Dans une réponse ministérielle (1), le ministère de l’Economie et des finances garantit son objectif de faire la promotion de l’achat local, « qui répond à des préoccupations environnementales et écologiques. C’est un enjeu pour le développement économique des territoires et la croissance de nos petites et moyennes entreprises, qui représentent 99,9 % des entreprises françaises et 48,3 % de l’emploi salarié, et en particulier pour celles qui offrent des prestations de proximité ». Pour ce faire, Bercy rappelle les différents outils à disposition des acheteurs pour faciliter l’accès des PME locales à leurs marchés. Le premier étant « la définition claire des besoins ». Il peut s’agir de dresser une cartographie des besoins, d’identifier qui répond aux procédures de consultation et qui les emporte, mais aussi de s’interroger sur la composition de l’offre locale et sur ce que celle-ci est à même d’apporter, ce qui est réalisable en pratiquant le sourcing. Cela permettrait par exemple d’éviter de créer des marchés ou des lots auxquels les entreprises locales ne pourraient pas répondre.

Critère d’attribution

Bercy insiste sur la nécessité d’allotir les marchés pour favoriser les petites entreprises et sur le recours à des mesures de publicité permettant de toucher les opérateurs économiques locaux susceptibles d’être intéressés.

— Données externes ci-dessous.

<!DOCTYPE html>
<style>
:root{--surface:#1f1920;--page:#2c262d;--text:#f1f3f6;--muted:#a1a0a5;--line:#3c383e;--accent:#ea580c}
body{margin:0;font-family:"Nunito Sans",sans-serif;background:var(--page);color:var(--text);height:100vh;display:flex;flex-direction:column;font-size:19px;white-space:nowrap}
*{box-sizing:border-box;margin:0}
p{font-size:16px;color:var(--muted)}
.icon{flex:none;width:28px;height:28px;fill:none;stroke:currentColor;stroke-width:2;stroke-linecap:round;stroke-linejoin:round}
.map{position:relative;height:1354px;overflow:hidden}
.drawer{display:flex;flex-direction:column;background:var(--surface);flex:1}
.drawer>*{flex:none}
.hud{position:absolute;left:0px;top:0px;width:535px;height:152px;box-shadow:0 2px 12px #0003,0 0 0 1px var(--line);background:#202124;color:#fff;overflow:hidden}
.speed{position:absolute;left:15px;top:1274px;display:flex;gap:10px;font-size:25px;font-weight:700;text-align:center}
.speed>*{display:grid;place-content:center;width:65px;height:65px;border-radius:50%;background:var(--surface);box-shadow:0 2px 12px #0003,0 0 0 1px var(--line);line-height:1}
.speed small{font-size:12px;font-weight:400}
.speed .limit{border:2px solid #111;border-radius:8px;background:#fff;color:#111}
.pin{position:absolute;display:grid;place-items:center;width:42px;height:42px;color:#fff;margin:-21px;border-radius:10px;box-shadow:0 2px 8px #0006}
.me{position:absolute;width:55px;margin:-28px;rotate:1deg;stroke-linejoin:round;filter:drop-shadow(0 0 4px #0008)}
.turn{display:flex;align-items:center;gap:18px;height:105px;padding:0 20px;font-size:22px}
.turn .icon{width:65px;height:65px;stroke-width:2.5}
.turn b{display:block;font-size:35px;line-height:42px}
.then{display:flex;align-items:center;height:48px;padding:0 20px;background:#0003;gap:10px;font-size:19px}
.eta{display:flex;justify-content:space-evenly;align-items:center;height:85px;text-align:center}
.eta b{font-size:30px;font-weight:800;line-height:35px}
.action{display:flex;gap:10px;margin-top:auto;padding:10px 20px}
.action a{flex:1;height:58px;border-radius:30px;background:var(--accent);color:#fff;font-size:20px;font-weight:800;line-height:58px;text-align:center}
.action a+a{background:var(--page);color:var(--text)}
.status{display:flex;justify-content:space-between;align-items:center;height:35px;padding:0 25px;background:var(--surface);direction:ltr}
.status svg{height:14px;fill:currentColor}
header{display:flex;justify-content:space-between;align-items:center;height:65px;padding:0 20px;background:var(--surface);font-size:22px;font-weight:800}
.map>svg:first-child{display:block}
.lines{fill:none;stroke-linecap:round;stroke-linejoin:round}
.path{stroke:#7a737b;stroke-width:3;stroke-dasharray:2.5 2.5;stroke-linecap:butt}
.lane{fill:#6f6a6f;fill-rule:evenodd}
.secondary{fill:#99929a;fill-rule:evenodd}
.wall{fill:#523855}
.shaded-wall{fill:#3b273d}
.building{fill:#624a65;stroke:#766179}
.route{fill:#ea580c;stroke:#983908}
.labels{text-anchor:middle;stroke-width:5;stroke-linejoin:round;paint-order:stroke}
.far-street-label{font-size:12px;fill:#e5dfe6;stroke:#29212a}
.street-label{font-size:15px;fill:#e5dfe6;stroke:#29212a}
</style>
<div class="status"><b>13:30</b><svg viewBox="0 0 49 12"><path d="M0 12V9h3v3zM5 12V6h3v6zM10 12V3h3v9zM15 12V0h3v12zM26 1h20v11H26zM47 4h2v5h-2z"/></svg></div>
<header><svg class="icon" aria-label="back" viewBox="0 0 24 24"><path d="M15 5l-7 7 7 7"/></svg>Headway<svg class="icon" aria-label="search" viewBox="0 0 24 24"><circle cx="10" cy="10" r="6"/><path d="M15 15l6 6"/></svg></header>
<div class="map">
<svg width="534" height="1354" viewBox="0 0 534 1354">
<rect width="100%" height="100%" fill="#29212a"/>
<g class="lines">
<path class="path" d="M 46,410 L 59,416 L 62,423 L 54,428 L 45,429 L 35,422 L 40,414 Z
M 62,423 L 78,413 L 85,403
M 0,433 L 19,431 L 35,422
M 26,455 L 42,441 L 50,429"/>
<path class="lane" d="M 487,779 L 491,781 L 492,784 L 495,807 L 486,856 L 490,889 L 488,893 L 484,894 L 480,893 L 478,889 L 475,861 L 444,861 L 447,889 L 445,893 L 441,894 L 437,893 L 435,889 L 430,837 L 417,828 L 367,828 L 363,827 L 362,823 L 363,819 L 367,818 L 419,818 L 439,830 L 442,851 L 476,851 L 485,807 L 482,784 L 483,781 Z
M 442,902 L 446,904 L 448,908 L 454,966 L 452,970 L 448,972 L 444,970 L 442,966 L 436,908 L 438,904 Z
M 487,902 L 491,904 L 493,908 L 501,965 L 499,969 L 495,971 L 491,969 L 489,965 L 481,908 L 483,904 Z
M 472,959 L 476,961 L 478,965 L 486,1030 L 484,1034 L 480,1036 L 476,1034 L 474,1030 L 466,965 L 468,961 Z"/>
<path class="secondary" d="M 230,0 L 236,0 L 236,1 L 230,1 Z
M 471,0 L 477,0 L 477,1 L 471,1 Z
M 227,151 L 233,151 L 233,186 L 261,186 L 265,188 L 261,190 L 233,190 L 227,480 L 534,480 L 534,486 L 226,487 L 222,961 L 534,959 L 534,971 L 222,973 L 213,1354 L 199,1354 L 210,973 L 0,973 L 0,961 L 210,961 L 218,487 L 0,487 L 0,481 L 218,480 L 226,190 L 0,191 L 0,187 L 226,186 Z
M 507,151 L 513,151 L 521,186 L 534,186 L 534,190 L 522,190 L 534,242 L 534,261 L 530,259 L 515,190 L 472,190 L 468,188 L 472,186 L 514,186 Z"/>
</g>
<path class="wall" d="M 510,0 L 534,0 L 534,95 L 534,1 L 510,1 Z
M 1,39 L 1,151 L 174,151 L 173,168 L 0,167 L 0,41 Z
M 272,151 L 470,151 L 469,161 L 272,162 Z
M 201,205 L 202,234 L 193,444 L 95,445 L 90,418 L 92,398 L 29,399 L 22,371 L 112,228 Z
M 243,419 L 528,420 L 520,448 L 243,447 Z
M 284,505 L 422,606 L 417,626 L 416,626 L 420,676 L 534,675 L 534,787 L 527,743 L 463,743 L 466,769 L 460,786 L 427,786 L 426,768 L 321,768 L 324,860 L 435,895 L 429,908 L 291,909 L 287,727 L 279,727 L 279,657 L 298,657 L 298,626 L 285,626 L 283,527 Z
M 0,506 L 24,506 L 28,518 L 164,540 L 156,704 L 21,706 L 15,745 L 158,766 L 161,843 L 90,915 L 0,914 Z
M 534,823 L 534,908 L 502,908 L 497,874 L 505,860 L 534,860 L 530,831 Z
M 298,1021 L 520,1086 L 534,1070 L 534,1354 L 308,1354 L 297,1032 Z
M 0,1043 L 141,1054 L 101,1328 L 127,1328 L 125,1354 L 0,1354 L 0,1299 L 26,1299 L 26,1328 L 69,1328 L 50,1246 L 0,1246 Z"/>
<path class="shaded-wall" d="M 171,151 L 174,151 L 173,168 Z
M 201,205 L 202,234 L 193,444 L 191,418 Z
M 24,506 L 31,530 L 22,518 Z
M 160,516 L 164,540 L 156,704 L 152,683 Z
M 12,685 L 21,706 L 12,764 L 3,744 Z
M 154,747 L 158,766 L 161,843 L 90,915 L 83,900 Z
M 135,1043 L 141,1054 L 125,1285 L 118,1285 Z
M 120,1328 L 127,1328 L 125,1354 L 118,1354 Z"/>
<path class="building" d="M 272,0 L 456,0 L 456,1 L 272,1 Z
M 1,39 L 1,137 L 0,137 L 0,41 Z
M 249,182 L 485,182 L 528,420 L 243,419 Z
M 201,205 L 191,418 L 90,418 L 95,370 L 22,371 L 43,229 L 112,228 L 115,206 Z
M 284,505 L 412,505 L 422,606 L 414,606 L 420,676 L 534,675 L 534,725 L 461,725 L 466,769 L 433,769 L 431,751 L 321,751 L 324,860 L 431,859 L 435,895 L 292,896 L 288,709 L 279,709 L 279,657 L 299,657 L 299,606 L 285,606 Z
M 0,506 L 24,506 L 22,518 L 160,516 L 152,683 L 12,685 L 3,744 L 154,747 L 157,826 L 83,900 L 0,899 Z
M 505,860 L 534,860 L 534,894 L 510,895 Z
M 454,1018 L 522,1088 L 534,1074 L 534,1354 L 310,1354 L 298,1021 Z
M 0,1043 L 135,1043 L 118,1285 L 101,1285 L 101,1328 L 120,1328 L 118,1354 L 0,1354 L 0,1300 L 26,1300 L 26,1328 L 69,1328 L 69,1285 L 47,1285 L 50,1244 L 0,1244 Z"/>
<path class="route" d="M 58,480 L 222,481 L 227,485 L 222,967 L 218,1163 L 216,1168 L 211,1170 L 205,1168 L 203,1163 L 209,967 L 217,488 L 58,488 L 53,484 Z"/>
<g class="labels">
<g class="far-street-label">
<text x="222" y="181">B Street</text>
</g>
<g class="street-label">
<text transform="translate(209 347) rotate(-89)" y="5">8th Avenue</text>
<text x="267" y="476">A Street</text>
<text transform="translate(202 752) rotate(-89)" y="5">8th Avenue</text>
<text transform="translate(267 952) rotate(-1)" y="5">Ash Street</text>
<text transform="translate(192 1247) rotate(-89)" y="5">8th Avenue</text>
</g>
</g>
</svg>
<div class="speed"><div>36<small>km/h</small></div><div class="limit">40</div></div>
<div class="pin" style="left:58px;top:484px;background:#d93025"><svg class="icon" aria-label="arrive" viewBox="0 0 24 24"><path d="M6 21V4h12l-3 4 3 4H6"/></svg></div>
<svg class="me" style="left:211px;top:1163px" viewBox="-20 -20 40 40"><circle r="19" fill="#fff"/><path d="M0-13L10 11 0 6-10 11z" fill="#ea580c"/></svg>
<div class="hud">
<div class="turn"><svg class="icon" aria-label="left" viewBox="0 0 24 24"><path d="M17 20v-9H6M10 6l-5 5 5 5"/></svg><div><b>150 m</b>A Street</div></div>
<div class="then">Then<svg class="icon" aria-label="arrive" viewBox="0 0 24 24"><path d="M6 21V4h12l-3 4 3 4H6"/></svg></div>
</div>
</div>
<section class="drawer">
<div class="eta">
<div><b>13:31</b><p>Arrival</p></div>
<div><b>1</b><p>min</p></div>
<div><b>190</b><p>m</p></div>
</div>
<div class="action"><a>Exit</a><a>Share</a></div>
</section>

Le ministère revient également sur les moyens d’action disponibles au stade de l’attribution des marchés. En effet, un critère d’attribution peut prendre en compte l’implantation géographique des candidats s’il est justifié par l’objet du contrat ou par ses conditions d’exécution.
Ainsi, selon les auteurs de la réponse ministérielle, « les acheteurs peuvent se fonder sur des critères tels que le développement des approvisionnements directs ou les performances en matière de protection de l’environnement. Il leur est ainsi possible, par exemple, d’apprécier la qualité des offres au regard de l’effort de réduction de gaz à effet de serre notamment pour le transport des fournitures ou les déplacements des personnels. La rapidité d’intervention d’un prestataire peut également être un critère de choix autorisé, pour autant qu’il reste justifié au regard du marché public ».